Benefits of Tansy

Tansy is an old world plant now naturalized and growing all over the U.S. It is often grown in the herb garden for medicinal purposes and occasionally for flavoring. The name “tansy” is presumed to come from the Greek name Athanasia meaning “immortality” or “everlasting.”

In the old days, tansy was a very popular herb. It was used in Easter cakes and puddings, because it was considered good for the health in the springtime.

As a flavoring, it is used in omelets, baked, and fried fish, etc. The liquor. Chartreuse, is made from it.

It is also used in closets to repel moths, and it is claimed that meat wrapped or rubbed with the leaves will keep the flies away (this should be of interest to campers).

The entire HERB is official in the U.S.

The odor is strong, peculiar, and fragrant but much diminished by drying. The taste is warm, bitter, somewhat acrid, and aromatic. These properties are imparted to water and alcohol. The medical virtues of the plant depend on a bitter extractive and a volatile oil. The seeds contain the largest proportion of the bitter principle and the least of the volatile oil. They must be cut in full bloom, dried carefully, and stored in a tightly closed container.

Tansy has the medicinal properties common to the aromatic bitters and has been recommended as a tonic in intermittents, female conditions such as hysteria, kidney weakness, ammenorrhea, and as a preventative of severe temporary attacks of arthritis, after exhaustive diseases (debility) and fevers. As a tonic, an infusion is said to soothe the nerves and aid digestion. It is recommended for palsy because of its good effect on the sinews.

Refer Here for the Abbreviations and Measurement Units

A hot infusion will influence a free outward flow of circulation, useful for the relief of colds, menstrual flow when suppressed by a recent cold, and in painful menstruation.

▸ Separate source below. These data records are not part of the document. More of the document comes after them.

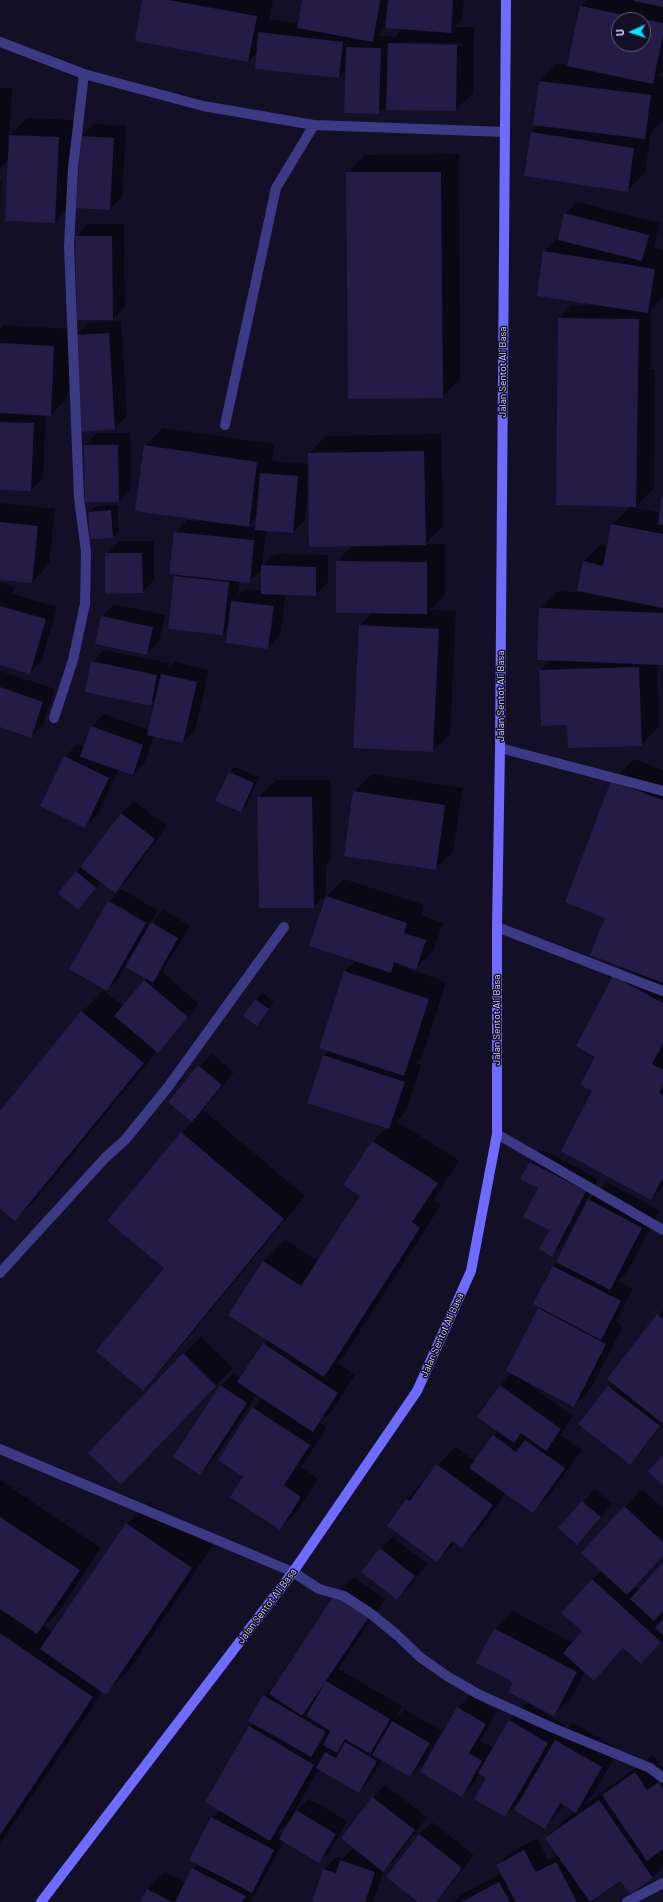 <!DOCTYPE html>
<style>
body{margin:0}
#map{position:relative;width:663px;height:1902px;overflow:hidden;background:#130f26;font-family:Barlow,sans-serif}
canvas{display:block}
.north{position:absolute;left:611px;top:12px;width:40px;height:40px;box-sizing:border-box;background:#130f26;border:1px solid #625e7d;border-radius:50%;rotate:267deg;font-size:11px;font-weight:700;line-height:16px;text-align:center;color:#d9d4ff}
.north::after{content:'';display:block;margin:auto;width:14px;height:18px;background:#00e5ff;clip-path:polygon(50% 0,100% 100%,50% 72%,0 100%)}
</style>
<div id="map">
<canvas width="663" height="1902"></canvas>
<div class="north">U</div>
</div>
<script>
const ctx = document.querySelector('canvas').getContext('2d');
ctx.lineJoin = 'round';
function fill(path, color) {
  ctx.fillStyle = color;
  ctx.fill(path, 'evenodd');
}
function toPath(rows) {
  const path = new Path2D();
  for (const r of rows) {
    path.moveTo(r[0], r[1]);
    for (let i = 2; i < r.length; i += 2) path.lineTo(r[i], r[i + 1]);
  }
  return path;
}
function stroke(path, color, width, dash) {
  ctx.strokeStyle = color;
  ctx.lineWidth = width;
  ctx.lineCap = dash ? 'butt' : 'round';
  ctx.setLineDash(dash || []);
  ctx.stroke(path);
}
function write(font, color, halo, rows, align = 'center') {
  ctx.font = font + ' Barlow,sans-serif';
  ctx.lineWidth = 3;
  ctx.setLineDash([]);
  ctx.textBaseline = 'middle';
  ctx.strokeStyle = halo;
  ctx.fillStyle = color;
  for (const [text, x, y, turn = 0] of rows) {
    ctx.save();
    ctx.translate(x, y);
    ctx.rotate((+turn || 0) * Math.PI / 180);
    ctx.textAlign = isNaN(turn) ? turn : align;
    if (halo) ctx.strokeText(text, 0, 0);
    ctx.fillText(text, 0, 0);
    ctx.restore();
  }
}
const shadow = toPath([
 [143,0,273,0,269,22,272,20,299,23,303,0,379,0,375,22,377,22,381,0,464,0,462,20,455,27,474,27,473,93,455,110,388,104,378,113,347,69,339,77,257,52,248,61],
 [386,27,403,28,393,39,393,36,377,36],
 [404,42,462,44,462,46,404,44],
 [587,0,663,0,663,72,659,76,663,77,663,120,651,132,645,173,627,191,532,132,540,125,534,124,539,81,557,63,569,65,581,6],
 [619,20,643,20,643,44,619,44],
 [0,88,12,88,9,136,27,118,76,120,72,204,55,222,8,160,0,168],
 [94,124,126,126,122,197,110,209,82,136],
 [459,154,460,379,442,397,347,173,365,155],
 [0,181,2,181,0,204],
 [577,202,660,223,654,248,663,250,663,297,651,309,650,369,655,369,654,488,636,506,557,504,559,318,571,306,604,305,544,252,559,237,565,214],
 [88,224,124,224,125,306,113,319,76,237],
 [121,321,127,416,114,428,76,335,89,323],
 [4,325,72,329,68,397,51,415,46,414,43,478,31,490,0,489,0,329],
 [163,428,274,444,272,461,309,464,309,454,326,436,441,434,443,526,425,544,445,544,445,595,430,610,456,611,450,734,432,751,360,625,373,612,337,562,353,545,309,486,308,486,305,520,293,532,266,530,262,566,275,554,328,555,328,582,315,595,286,594,280,635,268,648,229,628,223,634,175,577,177,574,175,532,187,520,199,521,199,519,145,446],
 [257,517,256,527,248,526],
 [262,569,262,591,245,589,238,595,240,581,249,582],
 [97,433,130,433,131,489,119,501,85,446],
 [663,498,663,664,657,664,659,727,641,745,540,670,551,659,540,609,558,591,578,592,583,562,601,544,608,546,612,525,630,507,660,513],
 [0,503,55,509,49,564,32,582,0,579],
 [117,505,119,531,112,537,90,512,96,506],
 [119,541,154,541,154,580,142,592,106,554],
 [0,583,14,587,12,594,57,607,42,660,30,672,0,664],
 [114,604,165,615,159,641,146,654,102,616],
 [104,650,169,663,168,669,175,662,209,670,195,730,183,742,154,735,145,762,133,774,119,769,97,815,85,827,65,757,77,744,84,748,92,726,104,714,149,730,157,698,150,704,92,662],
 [0,671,55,689,43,724,31,737,0,726],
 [634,759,663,770,663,1187,651,1199,594,1091,597,1056,614,976,623,967,606,917,612,781],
 [235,767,259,777,247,805,241,811,229,773],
 [372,774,463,788,453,851,436,869,354,792],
 [276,780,330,780,331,859,326,865,326,894,314,907,258,798],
 [134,801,167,826,127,880,114,892,101,882,78,909,77,872,121,814],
 [344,879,424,905,421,915,443,923,433,951,416,968,400,963,398,965,446,982,422,1057,416,1063,421,1065,406,1111,397,1121,459,1161,433,1200,441,1205,345,1354,337,1363,355,1375,330,1413,320,1423,327,1427,301,1467,318,1479,297,1511,280,1529,245,1476,253,1408,263,1398,257,1394,213,1461,200,1473,221,1386,233,1373,241,1379,268,1340,263,1262,285,1240,319,1262,361,1196,345,1185,373,1141,387,1128,324,1056,329,1050,320,1047,345,971,356,961,327,896],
 [121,889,157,910,150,924,111,901,111,904,150,926,164,910,190,926,162,972,199,1004,170,1039,157,1051,37,1198,15,1220,0,1208,0,1113,82,1012,103,990,123,1006,147,978,125,966,119,978,106,990,70,969,109,901],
 [262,993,274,1002,257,1024,245,1015],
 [211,1054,234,1072,203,1110,305,1196,164,1367,142,1389,166,1268,181,1133,193,1121,170,1102],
 [543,1150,598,1179,564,1243,552,1255,550,1230,540,1188,531,1162],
 [607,1182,659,1210,627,1272,618,1281,633,1289,615,1322,623,1326,591,1388,574,1406,523,1380,573,1416,560,1435,582,1450,550,1494,533,1512,506,1493,480,1529,462,1547,455,1542,437,1561,388,1526,407,1499,455,1447,475,1461,498,1431,478,1416,500,1385,512,1373,541,1307,534,1304,554,1266,558,1262,589,1200],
 [663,1310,663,1424,642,1451,630,1463,580,1424,612,1383],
 [201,1337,233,1368,139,1466,184,1354],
 [0,1480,101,1548,59,1611,44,1626,53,1632,127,1524,149,1502,213,1545,128,1671,106,1693,103,1691,0,1843],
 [595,1489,612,1504,589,1531,559,1528],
 [642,1489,663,1508,663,1556,636,1586,640,1589,663,1564,663,1640,641,1663,624,1648,594,1679,585,1672,572,1697,554,1714,514,1682,495,1629,513,1611,573,1643,583,1631,592,1580,602,1570,625,1507],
 [393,1537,427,1564,409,1587,397,1599,380,1549],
 [354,1577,385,1599,338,1669,402,1706,395,1719,405,1710,442,1731,423,1764,410,1776,382,1760,371,1779,358,1792,319,1768,293,1814,309,1799,347,1821,331,1850,319,1862,284,1841,250,1902,141,1902,147,1889,165,1872,186,1883,193,1869,198,1864,212,1818,220,1810,250,1727,254,1723,250,1720,264,1696,276,1683,336,1594],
 [291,1819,282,1835,277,1833],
 [470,1695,497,1711,480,1741,493,1748,510,1720,527,1703,565,1725,559,1737,573,1723,619,1750,593,1794,581,1808,653,1755,663,1770,663,1867,652,1877,620,1880,594,1898,592,1902,454,1902,462,1894,502,1873,497,1865,510,1853,537,1838,548,1860,558,1855,546,1838,564,1820,576,1812,565,1805,545,1827,520,1801,505,1816,487,1777,480,1773,474,1783,462,1795,458,1708],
 [385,1785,427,1817,396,1858,384,1870,373,1902,313,1902,324,1869,336,1857,342,1859,354,1847,342,1838,373,1798],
 [432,1822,474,1855,436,1902,419,1902,419,1834]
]);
const building = toPath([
 [142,0,168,0,257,16,248,62,135,41],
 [302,0,380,0,373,42,297,28],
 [388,0,453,0,451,33,385,28],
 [634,0,663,0,663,7,634,1],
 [580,6,663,23,663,34,653,84,567,66],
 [619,20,643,20,643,44,619,44],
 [258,32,343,42,339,78,255,69],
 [388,43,457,45,456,111,386,110],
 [346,47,381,48,379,114,344,113],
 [539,81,651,95,645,139,533,125],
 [531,132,634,148,628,192,524,176],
 [9,135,59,137,55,223,5,221],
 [81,136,114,138,110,210,76,208],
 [346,172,441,172,443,398,348,399],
 [564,213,649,235,642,261,558,240],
 [75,236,112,236,113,320,77,320],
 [543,251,655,269,648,313,537,296],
 [558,318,639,319,636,507,556,505],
 [109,333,115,429,81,432,75,335],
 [0,343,54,346,51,416,0,413],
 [0,422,34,423,31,491,0,490],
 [84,445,118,445,119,502,85,502],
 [144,445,257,462,249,527,135,511],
 [424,451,426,545,309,547,308,453],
 [260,473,298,476,293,533,255,530],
 [662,497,663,497,663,525,658,524],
 [111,510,113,538,90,539,88,512],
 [0,522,38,526,32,583,0,580],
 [611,524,663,534,663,608,577,591,583,561,603,566],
 [174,532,254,540,250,583,169,574],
 [105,553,142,553,143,593,105,594],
 [336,561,427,562,427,614,336,613],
 [261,565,316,567,316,596,261,594],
 [174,576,229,582,223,635,168,629],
 [231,601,274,606,268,649,226,643],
 [0,606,46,619,30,674,0,665],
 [539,608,663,613,663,665,537,660],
 [101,616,153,627,147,655,95,644],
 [359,625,439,629,433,752,353,748],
 [91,661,157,675,151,706,85,692],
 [639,667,642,746,568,748,567,725,541,726,539,670],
 [161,674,197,682,183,743,147,735],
 [0,687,43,702,31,738,0,727],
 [91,726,143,745,133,775,80,757],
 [64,756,109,778,85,828,40,806],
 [229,772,254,783,241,812,215,801],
 [611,781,663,800,663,983,590,955,605,918,565,902],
 [353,791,445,805,436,870,344,856],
 [257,797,312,797,314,908,259,908],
 [121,813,155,839,115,893,80,867],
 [76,871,96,888,78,910,58,893],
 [326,896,407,923,404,933,426,940,416,970,394,962,391,973,309,946],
 [108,901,146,923,107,991,69,969],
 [151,922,178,938,153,983,125,967],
 [344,971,429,999,404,1076,319,1048],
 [613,976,663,1003,663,1043,652,1064,663,1070,663,1085,659,1093,663,1095,663,1178,651,1200,561,1151,592,1091,580,1085,595,1057,576,1046],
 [144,980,188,1017,158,1053,114,1016],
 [255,999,269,1009,257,1026,243,1016],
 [81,1011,144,1063,15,1221,0,1209,0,1111],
 [323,1055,405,1082,389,1129,307,1103],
 [198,1065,222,1085,192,1122,168,1102],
 [181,1132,284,1219,143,1391,96,1351,164,1268,107,1221],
 [372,1141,438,1183,412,1222,420,1228,324,1377,228,1315,263,1261,301,1286,360,1196,343,1185],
 [530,1162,586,1191,552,1257,539,1249,549,1230,523,1217,538,1188,520,1179],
 [588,1199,642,1228,610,1290,556,1262],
 [553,1266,621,1301,601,1340,533,1304],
 [538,1308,606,1344,574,1407,506,1371],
 [657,1314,663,1319,663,1424,607,1379],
 [263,1343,338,1393,313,1432,237,1382],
 [183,1353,216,1386,121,1485,88,1453],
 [220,1385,247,1403,200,1475,173,1457],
 [500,1385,561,1429,546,1451,521,1433,514,1443,477,1417],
 [608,1386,660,1426,630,1465,578,1424],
 [252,1407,310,1445,284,1485,301,1497,280,1530,230,1497,243,1477,218,1460],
 [493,1435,516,1452,525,1440,565,1468,533,1513,469,1468],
 [663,1455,663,1486,648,1471],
 [436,1464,493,1505,462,1548,452,1541,437,1562,387,1526,406,1499,410,1501],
 [582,1501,601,1517,577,1545,558,1528],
 [624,1506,663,1542,663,1556,627,1595,581,1553],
 [0,1517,80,1570,37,1634,0,1609],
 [126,1523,192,1568,106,1695,40,1649],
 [380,1548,415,1576,397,1600,361,1572],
 [663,1562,663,1611,654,1621,630,1599],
 [592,1579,661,1642,641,1664,623,1648,594,1681,563,1653,582,1631,561,1613],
 [335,1594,369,1617,302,1716,269,1694],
 [663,1619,663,1635,655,1628],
 [494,1628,577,1672,554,1716,508,1692,513,1682,476,1663],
 [0,1633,93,1697,0,1835],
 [326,1681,390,1719,370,1754,345,1739,337,1753,323,1745,330,1731,306,1716],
 [263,1695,326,1732,311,1757,248,1721],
 [457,1707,486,1724,469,1753,482,1761,462,1797,420,1772],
 [509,1720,548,1743,505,1817,474,1799,486,1778,478,1773],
 [392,1721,430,1743,410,1777,372,1755],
 [249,1726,314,1765,270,1841,205,1802],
 [555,1740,602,1767,576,1813,560,1803,545,1829,514,1810],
 [345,1742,377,1761,359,1793,316,1768,325,1752,336,1758],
 [635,1772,647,1790,659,1782,663,1789,663,1849,647,1861,602,1795],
 [372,1797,415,1830,383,1872,341,1838],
 [599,1800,653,1878,630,1894,620,1881,590,1902,545,1838],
 [296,1810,336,1834,319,1863,279,1839],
 [211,1817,274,1850,252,1893,189,1860],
 [419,1834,462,1868,436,1902,418,1902,386,1877],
 [524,1850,536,1872,556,1862,577,1902,516,1902,496,1865],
 [340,1860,375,1872,365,1902,312,1902,323,1869,336,1873],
 [192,1868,246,1896,242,1902,175,1902],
 [499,1882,510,1902,461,1902],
 [147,1889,172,1902,140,1902]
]);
const lane = toPath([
 [497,927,663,991]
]);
const street = toPath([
 [0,42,84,74,203,106,314,125,505,132],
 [225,425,276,188,314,125],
 [54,718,73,660,85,604,86,552,79,498,69,246,73,168,84,74],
 [500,748,663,791],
 [497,1134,663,1230],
 [0,1273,105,1158,125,1140,168,1087,284,927],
 [0,1449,293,1572,319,1589,344,1596,370,1613,397,1635,420,1657,447,1676,478,1694,553,1728,650,1768,663,1778],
 [627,1902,663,1883]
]);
const secondary = toPath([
 [41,1902,293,1572,417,1391,471,1271,497,1134,497,927,500,748,506,0]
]);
const streetNames = [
 ["Jalan Sentot Ali Basa",503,372,-90],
 ["Jalan Sentot Ali Basa",501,696,-90],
 ["Jalan Sentot Ali Basa",497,1020,-90],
 ["Jalan Sentot Ali Basa",442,1335,-66],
 ["Jalan Sentot Ali Basa",267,1606,-53]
];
fill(shadow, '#0007');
fill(building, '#241b47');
stroke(lane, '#3d3a85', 10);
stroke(street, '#3d3a85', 10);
stroke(secondary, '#6f6bff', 10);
write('10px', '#d9d4ff', '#130f26', streetNames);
</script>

In palpitation, boil 1 oz. in 1 pt. water for 10 min. and take 1 wine-glassful 4 or 5 times daily. The results will be excellent.

Tansy is often used as a reliable remedy for worms. The seeds are said to be most effectual. The dose of the powder is from 30 gr. to a dr., 2 or 3 times a day but the infusion is used more frequently. The infusion of 1 oz. to 1 pt. boiling water is taken warm in 1/2 teacupful doses, night and morning, fasting, for a few days. This should expel both thread and tapeworms in children and adults. Give children half of that quantity.

A decoction of tansy is a good foment for sprains and a poultice will frequently relieve pruritis vulva.

Tansy flowers are fine for winter bouquets. Cut flowers when freshly opened and dry.

An excellent green dye is made from the roots.

Dose of the Liq. X, 1/2 to 2 Dr.

Tansy must NOT be used by the pregnant, especially the oil.